◆ **TASK DIRECTIONS**:
Work through the entries below and show every line in which "rows" is found.

━━ DATASET RECORDS

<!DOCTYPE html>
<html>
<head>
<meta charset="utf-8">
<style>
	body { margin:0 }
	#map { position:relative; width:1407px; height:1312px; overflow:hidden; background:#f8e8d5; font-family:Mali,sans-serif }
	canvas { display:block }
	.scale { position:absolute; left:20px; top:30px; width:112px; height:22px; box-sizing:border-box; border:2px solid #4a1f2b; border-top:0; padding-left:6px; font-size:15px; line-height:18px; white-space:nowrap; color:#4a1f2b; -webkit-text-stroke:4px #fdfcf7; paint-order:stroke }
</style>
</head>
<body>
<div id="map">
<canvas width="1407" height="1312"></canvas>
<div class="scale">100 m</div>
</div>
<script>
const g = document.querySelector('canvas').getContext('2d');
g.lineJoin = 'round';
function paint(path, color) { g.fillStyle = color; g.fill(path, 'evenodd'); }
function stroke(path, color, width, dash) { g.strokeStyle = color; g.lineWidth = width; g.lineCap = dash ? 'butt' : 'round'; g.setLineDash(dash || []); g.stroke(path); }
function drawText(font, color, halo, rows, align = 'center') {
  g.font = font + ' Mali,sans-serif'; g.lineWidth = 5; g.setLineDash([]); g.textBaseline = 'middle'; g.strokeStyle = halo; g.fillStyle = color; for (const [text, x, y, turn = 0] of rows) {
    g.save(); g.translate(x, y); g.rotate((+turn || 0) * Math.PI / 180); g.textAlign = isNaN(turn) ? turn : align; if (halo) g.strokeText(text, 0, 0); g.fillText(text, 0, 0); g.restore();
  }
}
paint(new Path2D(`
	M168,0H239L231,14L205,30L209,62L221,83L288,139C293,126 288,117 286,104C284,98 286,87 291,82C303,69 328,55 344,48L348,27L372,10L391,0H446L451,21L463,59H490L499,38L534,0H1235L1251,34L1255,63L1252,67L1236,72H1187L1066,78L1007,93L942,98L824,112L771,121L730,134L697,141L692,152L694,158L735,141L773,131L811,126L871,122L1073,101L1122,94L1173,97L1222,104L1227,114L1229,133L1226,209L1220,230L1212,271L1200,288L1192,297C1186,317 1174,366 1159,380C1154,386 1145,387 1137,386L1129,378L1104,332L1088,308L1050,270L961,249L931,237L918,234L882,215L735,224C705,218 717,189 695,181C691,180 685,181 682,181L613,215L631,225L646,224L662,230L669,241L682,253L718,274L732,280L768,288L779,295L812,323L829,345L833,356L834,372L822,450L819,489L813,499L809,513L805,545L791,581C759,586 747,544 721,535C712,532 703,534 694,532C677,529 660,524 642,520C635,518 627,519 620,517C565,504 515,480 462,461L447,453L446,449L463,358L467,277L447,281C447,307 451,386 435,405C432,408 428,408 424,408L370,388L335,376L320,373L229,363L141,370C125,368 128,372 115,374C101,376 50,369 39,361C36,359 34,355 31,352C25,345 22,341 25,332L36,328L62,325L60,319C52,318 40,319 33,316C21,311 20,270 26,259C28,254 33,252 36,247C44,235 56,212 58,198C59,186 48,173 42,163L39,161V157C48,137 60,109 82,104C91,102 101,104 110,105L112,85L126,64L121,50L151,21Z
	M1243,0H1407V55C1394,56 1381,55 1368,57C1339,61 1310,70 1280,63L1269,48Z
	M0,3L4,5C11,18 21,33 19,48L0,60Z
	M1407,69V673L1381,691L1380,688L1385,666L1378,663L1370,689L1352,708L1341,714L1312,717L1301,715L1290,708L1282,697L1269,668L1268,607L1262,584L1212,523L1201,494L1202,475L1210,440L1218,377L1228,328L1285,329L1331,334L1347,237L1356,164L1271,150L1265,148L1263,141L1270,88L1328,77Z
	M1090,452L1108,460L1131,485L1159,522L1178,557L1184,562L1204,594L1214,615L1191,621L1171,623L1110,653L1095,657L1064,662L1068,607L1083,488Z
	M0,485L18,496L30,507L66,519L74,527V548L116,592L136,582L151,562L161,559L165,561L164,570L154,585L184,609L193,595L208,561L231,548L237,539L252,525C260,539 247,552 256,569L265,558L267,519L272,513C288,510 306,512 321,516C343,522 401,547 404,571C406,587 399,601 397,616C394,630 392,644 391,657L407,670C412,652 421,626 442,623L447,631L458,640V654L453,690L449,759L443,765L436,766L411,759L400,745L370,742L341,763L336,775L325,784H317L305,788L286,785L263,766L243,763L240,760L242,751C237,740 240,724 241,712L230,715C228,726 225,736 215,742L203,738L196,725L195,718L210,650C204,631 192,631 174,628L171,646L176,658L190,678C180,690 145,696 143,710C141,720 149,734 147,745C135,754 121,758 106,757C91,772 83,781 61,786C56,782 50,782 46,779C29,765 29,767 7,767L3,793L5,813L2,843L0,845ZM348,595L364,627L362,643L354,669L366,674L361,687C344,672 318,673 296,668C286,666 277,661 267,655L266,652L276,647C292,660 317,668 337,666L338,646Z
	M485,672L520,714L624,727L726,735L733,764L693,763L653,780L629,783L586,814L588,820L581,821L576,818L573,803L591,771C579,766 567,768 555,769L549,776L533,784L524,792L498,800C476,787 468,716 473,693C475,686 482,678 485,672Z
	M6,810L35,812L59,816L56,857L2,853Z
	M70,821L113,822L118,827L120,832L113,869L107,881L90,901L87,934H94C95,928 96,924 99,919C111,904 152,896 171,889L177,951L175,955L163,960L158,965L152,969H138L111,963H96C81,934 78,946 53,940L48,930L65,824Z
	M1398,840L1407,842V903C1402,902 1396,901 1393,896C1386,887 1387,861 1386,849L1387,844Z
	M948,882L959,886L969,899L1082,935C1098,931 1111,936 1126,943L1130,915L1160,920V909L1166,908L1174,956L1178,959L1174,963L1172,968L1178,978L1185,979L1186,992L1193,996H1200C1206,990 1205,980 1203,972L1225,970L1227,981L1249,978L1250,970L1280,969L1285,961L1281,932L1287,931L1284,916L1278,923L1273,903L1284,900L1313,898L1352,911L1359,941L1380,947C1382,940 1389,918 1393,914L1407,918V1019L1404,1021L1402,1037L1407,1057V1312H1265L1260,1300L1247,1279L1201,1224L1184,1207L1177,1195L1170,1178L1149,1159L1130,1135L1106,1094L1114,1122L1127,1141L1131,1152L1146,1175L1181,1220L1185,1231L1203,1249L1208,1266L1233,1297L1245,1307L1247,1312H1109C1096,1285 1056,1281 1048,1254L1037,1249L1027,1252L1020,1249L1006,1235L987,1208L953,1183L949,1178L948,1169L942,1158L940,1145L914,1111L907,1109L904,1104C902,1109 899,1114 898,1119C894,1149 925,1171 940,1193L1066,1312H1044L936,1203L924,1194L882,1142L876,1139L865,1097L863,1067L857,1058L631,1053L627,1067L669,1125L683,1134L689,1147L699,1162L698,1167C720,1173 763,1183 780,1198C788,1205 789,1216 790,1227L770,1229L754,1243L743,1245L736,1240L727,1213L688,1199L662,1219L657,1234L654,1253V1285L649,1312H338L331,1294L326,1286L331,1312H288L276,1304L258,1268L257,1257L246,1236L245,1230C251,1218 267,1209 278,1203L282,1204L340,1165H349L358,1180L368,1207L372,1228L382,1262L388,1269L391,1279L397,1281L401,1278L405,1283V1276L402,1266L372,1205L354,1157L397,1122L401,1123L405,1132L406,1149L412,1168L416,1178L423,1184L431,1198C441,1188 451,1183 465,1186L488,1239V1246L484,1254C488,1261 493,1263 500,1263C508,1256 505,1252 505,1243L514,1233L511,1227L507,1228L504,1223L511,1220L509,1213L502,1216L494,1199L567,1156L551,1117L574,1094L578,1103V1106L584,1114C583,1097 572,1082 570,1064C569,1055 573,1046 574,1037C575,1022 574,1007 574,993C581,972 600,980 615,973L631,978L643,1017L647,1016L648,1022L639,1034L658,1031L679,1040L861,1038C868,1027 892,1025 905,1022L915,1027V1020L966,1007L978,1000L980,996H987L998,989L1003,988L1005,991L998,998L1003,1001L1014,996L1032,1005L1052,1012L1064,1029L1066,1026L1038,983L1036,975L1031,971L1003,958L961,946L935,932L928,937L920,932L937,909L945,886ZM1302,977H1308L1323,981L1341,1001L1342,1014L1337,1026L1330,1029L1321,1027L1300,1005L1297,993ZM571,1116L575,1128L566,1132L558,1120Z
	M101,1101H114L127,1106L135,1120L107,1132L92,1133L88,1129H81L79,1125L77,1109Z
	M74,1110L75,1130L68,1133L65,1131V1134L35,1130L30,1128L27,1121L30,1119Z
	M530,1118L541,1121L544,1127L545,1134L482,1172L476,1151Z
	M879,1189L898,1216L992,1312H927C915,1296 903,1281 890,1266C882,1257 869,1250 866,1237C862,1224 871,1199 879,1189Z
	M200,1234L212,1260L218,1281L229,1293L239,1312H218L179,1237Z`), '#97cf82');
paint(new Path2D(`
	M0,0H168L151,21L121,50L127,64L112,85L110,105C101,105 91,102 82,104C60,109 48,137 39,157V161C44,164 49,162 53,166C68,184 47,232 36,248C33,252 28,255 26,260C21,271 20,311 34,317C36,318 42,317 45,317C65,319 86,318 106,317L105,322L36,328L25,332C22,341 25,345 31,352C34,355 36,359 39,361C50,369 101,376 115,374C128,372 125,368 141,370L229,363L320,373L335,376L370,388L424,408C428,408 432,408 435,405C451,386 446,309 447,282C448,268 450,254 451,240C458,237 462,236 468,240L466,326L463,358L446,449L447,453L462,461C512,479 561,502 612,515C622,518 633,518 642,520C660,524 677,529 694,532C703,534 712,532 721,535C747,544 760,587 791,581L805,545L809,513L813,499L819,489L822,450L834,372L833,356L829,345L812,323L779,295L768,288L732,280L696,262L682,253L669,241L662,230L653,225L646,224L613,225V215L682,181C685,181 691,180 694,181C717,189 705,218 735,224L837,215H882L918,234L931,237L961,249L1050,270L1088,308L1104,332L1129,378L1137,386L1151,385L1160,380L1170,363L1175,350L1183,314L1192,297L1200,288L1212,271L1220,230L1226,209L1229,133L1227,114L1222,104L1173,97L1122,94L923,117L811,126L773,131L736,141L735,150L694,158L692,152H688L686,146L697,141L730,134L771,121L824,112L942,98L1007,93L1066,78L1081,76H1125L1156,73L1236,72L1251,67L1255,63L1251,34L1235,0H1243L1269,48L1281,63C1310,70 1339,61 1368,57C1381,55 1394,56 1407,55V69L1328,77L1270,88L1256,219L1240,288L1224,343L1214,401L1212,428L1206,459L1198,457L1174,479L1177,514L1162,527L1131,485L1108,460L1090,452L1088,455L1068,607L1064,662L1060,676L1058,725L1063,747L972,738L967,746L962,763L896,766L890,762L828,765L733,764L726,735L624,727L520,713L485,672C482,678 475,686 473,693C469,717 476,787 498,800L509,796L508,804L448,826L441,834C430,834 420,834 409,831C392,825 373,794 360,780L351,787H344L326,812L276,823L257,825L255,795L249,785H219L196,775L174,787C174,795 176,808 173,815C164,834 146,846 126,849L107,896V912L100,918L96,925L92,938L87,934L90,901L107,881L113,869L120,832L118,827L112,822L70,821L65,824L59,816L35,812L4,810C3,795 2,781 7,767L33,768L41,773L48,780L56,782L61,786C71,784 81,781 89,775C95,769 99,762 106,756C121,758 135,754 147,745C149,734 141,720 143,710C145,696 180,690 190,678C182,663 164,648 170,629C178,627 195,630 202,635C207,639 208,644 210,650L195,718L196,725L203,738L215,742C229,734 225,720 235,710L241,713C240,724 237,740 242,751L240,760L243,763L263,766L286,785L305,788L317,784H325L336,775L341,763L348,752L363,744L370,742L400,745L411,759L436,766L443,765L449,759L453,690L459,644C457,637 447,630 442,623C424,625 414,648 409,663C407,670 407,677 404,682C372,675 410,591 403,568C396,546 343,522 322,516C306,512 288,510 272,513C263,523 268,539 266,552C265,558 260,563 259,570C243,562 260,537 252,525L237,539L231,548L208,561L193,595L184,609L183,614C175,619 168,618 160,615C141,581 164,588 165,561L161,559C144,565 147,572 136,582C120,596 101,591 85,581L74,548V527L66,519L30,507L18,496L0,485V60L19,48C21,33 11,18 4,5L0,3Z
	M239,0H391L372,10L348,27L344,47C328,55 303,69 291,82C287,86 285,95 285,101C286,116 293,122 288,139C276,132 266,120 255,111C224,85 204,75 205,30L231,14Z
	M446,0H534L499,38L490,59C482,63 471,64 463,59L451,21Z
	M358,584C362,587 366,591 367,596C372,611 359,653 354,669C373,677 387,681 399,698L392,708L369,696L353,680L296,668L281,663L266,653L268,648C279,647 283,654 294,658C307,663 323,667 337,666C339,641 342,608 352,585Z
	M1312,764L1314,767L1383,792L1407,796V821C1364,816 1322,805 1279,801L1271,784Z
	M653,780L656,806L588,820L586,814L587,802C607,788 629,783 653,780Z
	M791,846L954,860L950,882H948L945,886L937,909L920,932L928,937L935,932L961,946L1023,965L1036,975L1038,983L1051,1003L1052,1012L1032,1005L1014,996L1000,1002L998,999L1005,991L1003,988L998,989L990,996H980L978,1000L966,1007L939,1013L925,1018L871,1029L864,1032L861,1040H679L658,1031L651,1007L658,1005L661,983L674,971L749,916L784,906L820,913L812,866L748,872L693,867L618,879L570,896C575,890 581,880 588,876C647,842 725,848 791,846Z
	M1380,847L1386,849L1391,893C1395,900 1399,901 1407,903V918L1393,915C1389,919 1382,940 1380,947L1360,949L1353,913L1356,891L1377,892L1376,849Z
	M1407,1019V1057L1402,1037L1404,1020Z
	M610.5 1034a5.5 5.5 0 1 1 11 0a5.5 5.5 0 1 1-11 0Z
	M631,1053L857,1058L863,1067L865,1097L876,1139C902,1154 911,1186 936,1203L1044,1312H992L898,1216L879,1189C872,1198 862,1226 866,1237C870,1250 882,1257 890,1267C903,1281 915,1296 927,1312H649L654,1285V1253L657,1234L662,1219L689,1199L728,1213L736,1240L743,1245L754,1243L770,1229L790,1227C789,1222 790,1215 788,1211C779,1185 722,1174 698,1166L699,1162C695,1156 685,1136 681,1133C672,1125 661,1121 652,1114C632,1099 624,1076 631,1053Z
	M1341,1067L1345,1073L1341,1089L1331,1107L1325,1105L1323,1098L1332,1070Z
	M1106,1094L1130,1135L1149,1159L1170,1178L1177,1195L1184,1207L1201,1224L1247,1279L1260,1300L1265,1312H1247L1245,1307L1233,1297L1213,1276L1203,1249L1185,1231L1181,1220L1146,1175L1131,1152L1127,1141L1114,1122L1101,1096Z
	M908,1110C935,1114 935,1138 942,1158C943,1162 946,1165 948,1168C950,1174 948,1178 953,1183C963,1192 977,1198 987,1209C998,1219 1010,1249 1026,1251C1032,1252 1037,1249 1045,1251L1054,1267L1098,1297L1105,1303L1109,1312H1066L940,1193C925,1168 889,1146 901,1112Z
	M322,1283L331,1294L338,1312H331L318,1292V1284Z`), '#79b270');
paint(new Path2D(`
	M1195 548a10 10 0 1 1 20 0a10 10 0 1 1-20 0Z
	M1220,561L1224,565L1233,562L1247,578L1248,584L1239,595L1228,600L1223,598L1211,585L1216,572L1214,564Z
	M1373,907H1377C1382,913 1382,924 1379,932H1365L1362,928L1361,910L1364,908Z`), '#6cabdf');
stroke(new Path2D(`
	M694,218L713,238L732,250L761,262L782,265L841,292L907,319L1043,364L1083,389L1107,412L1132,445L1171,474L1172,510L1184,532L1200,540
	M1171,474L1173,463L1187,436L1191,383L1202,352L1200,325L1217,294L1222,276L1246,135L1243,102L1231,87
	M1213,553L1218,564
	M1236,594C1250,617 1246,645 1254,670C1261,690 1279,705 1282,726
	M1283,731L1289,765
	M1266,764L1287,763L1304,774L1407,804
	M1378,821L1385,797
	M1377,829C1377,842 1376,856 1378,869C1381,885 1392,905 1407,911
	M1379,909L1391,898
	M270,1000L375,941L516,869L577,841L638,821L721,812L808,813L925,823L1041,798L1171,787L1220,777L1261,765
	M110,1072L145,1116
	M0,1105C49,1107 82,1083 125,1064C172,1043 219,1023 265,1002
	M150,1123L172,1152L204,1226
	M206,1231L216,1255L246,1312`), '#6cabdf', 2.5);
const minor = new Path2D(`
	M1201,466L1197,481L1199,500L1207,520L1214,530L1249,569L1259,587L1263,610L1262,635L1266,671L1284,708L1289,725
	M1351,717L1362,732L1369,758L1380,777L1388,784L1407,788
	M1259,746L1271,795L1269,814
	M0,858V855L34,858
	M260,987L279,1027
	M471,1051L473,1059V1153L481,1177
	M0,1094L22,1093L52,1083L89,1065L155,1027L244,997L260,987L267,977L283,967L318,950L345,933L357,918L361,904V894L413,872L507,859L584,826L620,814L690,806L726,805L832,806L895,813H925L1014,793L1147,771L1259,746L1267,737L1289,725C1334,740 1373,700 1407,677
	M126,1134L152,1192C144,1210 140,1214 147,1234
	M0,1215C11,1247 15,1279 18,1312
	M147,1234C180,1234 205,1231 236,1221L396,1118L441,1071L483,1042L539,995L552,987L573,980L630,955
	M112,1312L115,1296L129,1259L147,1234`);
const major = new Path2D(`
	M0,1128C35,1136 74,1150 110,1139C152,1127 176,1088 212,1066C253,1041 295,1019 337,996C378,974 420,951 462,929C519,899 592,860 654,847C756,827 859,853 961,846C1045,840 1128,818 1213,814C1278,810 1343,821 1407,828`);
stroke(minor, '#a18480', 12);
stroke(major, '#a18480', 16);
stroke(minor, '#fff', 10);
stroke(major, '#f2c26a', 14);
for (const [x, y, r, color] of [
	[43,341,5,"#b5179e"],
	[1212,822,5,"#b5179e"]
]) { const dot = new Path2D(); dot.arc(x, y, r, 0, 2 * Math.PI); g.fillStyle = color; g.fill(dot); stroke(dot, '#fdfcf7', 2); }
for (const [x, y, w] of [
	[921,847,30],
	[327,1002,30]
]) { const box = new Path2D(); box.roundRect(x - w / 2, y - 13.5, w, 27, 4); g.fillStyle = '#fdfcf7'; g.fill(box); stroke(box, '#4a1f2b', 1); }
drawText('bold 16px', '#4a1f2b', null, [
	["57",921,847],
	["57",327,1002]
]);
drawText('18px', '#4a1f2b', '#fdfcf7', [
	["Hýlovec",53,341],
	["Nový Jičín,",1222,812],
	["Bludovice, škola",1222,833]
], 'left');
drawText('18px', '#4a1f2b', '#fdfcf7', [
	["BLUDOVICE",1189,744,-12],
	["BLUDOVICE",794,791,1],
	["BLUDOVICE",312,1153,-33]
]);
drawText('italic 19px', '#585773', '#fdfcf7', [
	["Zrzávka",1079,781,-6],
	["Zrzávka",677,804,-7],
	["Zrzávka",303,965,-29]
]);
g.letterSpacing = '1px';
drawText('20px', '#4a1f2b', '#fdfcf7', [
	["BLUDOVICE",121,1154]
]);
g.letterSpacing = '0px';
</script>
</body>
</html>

━━━━

◆ **SOLUTION TO THE EXERCISE**:
function drawText(font, color, halo, rows, align = 'center') {
  g.font = font + ' Mali,sans-serif'; g.lineWidth = 5; g.setLineDash([]); g.textBaseline = 'middle'; g.strokeStyle = halo; g.fillStyle = color; for (const [text, x, y, turn = 0] of rows) {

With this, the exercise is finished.